- What you are asked to do
Print each line from the start of the records below up through the line where "ctx.font = font" is found, exactly as given.

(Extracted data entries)
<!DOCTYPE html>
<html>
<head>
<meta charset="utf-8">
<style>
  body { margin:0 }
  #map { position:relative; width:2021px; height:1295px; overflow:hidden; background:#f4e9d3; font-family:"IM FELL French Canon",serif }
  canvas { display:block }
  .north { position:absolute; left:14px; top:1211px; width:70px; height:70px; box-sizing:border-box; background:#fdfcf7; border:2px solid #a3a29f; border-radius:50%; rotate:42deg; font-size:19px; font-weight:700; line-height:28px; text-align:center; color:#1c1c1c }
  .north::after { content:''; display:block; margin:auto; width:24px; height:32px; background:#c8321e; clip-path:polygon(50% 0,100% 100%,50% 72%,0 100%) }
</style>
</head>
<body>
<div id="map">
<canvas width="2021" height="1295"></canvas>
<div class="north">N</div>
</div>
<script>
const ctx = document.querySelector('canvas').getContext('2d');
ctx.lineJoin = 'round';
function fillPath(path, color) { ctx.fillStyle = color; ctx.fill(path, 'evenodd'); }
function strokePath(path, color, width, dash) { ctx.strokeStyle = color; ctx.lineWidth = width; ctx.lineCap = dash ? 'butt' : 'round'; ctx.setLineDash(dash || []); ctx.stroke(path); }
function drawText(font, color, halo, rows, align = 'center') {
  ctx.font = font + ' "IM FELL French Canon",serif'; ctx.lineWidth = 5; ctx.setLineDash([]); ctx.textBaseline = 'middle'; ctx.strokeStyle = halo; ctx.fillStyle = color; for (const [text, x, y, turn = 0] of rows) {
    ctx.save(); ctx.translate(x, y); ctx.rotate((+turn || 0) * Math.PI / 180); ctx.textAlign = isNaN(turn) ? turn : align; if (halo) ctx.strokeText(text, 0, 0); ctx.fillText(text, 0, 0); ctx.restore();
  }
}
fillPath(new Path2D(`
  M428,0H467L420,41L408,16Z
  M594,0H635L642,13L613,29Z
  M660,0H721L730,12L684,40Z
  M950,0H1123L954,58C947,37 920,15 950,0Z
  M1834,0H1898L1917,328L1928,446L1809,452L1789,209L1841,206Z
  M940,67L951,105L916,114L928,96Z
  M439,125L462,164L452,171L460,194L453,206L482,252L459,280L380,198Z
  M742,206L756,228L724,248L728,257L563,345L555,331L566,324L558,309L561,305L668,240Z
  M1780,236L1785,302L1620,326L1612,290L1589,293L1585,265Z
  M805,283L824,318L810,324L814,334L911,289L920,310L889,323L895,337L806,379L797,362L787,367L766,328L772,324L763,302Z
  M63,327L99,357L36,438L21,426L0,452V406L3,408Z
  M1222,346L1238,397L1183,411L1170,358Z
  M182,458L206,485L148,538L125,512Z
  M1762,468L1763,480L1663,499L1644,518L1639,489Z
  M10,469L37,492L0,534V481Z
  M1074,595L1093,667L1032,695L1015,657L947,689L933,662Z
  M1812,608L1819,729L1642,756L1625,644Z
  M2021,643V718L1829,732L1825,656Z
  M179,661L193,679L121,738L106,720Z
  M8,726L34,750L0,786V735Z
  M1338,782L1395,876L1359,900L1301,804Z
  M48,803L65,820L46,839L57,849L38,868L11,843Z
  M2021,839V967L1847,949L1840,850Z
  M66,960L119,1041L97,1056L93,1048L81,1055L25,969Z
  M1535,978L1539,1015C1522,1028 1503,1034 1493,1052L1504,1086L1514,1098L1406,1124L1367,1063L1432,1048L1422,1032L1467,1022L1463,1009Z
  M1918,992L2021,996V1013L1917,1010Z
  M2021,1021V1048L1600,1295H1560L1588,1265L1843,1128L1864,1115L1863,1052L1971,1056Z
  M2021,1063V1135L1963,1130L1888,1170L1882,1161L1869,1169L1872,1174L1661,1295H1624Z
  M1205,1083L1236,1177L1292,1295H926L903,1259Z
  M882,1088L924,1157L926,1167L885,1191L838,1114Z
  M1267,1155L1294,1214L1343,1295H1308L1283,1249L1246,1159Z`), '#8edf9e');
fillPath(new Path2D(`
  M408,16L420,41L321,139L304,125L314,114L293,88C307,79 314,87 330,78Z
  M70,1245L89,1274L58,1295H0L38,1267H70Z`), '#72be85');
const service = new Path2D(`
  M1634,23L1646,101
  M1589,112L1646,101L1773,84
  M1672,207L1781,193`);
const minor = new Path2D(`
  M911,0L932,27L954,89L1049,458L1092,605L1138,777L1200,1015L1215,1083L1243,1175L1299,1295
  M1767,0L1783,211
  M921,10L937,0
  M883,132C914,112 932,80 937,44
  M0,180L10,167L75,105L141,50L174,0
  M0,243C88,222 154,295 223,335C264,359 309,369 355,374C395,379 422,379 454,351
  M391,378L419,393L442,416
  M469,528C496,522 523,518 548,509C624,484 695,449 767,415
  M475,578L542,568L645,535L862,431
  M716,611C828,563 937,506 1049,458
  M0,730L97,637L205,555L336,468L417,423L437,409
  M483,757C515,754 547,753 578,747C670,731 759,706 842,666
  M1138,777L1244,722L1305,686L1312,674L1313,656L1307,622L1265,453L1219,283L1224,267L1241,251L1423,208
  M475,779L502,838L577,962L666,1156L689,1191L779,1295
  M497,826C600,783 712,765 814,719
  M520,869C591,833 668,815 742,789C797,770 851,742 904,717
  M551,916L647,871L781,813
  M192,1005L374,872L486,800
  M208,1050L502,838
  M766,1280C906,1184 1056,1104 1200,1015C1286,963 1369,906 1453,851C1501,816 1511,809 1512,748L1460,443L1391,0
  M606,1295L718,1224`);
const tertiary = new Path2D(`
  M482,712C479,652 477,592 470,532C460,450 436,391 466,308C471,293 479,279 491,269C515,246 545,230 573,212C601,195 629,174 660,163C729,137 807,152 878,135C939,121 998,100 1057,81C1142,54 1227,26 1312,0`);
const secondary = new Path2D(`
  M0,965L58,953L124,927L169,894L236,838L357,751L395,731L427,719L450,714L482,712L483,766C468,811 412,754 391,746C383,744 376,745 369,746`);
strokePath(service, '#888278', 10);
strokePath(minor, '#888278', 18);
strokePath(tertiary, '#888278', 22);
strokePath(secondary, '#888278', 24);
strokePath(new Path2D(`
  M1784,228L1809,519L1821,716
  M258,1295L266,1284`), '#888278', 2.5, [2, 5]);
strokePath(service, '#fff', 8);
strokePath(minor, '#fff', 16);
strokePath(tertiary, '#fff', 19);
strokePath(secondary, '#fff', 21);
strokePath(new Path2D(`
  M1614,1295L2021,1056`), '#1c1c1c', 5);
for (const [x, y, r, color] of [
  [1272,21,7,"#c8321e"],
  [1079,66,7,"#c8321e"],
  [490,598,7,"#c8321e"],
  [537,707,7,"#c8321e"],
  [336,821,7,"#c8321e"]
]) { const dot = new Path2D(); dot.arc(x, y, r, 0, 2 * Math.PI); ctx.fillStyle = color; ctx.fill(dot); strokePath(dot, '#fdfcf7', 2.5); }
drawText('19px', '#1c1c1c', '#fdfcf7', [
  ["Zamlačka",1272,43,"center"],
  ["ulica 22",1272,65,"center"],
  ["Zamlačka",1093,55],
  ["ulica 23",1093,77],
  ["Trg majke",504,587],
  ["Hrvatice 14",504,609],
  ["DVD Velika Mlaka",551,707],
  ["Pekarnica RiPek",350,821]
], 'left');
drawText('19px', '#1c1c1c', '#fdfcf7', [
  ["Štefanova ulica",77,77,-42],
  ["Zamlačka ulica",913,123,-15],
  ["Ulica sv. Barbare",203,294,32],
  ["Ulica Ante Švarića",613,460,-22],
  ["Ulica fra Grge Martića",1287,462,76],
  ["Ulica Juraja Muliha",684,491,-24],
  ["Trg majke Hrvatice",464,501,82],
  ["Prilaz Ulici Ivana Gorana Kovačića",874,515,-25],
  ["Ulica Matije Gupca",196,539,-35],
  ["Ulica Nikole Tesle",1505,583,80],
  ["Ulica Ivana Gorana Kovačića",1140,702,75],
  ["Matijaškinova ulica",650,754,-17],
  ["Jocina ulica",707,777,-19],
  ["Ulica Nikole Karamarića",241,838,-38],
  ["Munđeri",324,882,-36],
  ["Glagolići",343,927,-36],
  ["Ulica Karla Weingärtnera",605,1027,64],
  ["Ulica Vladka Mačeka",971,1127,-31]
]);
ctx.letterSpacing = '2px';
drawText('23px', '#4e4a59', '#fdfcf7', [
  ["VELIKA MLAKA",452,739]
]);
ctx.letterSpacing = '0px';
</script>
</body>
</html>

- Written solution
<!DOCTYPE html>
<html>
<head>
<meta charset="utf-8">
<style>
  body { margin:0 }
  #map { position:relative; width:2021px; height:1295px; overflow:hidden; background:#f4e9d3; font-family:"IM FELL French Canon",serif }
  canvas { display:block }
  .north { position:absolute; left:14px; top:1211px; width:70px; height:70px; box-sizing:border-box; background:#fdfcf7; border:2px solid #a3a29f; border-radius:50%; rotate:42deg; font-size:19px; font-weight:700; line-height:28px; text-align:center; color:#1c1c1c }
  .north::after { content:''; display:block; margin:auto; width:24px; height:32px; background:#c8321e; clip-path:polygon(50% 0,100% 100%,50% 72%,0 100%) }
</style>
</head>
<body>
<div id="map">
<canvas width="2021" height="1295"></canvas>
<div class="north">N</div>
</div>
<script>
const ctx = document.querySelector('canvas').getContext('2d');
ctx.lineJoin = 'round';
function fillPath(path, color) { ctx.fillStyle = color; ctx.fill(path, 'evenodd'); }
function strokePath(path, color, width, dash) { ctx.strokeStyle = color; ctx.lineWidth = width; ctx.lineCap = dash ? 'butt' : 'round'; ctx.setLineDash(dash || []); ctx.stroke(path); }
function drawText(font, color, halo, rows, align = 'center') {
  ctx.font = font + ' "IM FELL French Canon",serif'; ctx.lineWidth = 5; ctx.setLineDash([]); ctx.textBaseline = 'middle'; ctx.strokeStyle = halo; ctx.fillStyle = color; for (const [text, x, y, turn = 0] of rows) {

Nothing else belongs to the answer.